Walter Gropius

Walter Gropius

Walter Gropius • Begründer des Bauhauses in Dessau

„Unser Alltag wird zu einem wesentlichen Teil durch die Architektur bestimmt, die uns Tag für Tag umgibt.“ Jürgen Tietz

Walter Gropius wurde am 18. Mai 1883 in Berlin geboren und verstarb am 5. Juli 1969 in Boston, Massachusetts. Er war Architekt und der Gründer des Bauhauses. Neben Ludwig Mies van der Rohe und Le Corbusier gilt er als Mitbegründer der modernen Architektur. Architektur war ihm in die Wiege gelegt, sein Onkel war Martin Gropius, der stark von Schinkel beeinflusst war, was man am Martin-Gropius-Bau in Berlin und dem Konzerthaus in Leipzig erkennt. Sein Vater war der Geheime Baurat Walther Gropius und seine Mutter, Manon Gropius, war die Tochter von Georg Scharnweber, einem bedeutenden Kommunalpolitiker Brandenburgs. In kurzer Ehe war er mit Alma Mahler, der Frau des Komponisten Gustav Mahler, verheiratet; deren gemeinsame Tochter früh starb.
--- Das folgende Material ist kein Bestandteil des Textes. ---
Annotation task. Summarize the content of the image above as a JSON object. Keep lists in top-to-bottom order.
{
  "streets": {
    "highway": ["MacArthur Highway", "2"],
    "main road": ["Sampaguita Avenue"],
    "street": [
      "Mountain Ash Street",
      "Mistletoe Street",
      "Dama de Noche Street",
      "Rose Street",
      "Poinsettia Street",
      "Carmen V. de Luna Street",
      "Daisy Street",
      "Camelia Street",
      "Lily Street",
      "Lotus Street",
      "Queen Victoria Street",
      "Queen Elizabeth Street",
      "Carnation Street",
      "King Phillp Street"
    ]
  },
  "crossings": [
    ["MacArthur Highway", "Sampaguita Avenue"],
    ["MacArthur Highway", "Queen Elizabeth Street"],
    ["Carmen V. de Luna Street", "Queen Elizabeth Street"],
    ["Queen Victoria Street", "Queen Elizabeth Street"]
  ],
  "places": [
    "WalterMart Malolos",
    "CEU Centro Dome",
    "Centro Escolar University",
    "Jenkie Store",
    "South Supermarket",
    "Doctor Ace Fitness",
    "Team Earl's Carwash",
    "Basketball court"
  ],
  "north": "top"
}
Walter Gropius heiratete 1923 die Journalistin Ilse Frank. Nach seiner erfolgreich abgeschlossenen Schulbildung begann er 1903 ein Architekturstudium an der Technischen Hochschule München, das er ab 1906 an der Technischen Hochschule Berlin-Charlottenburg fortsetzte, 1908 aber ohne Diplom abbrach. Im selben Jahr trat er in das Büro von Peter Behrens ein, in dem neben ihm auch andere später berühmt gewordene Architekten gearbeitet hatten, unter anderem Ludwig Mies van der Rohe und Le Corbusier. Nach zweijähriger Mitarbeit bei Behrens machte sich Gropius 1910 als Industriedesigner und Architekt selbständig. Als Formgestalter entwarf er Inneneinrichtungen, Tapeten, Serienmöbel, Autokarossen und eine Diesellokomotive. Seine erste bedeutende architektonische Arbeit war das Fagus-Werk in Alfeld an der Leine, das er zusammen mit Adolf Meyer baute. Dieser Fabrikbau gilt mit seiner Stahl- und Glasarchitektur als richtungweisendes Werk der später sogenannten ‚Modernen Architektur’, die in den 1920er-Jahren unter der Bezeichnung ‚Neues Bauen’ oder ‚Neue Sachlichkeit’ zum allgemeinen Begriff wurde.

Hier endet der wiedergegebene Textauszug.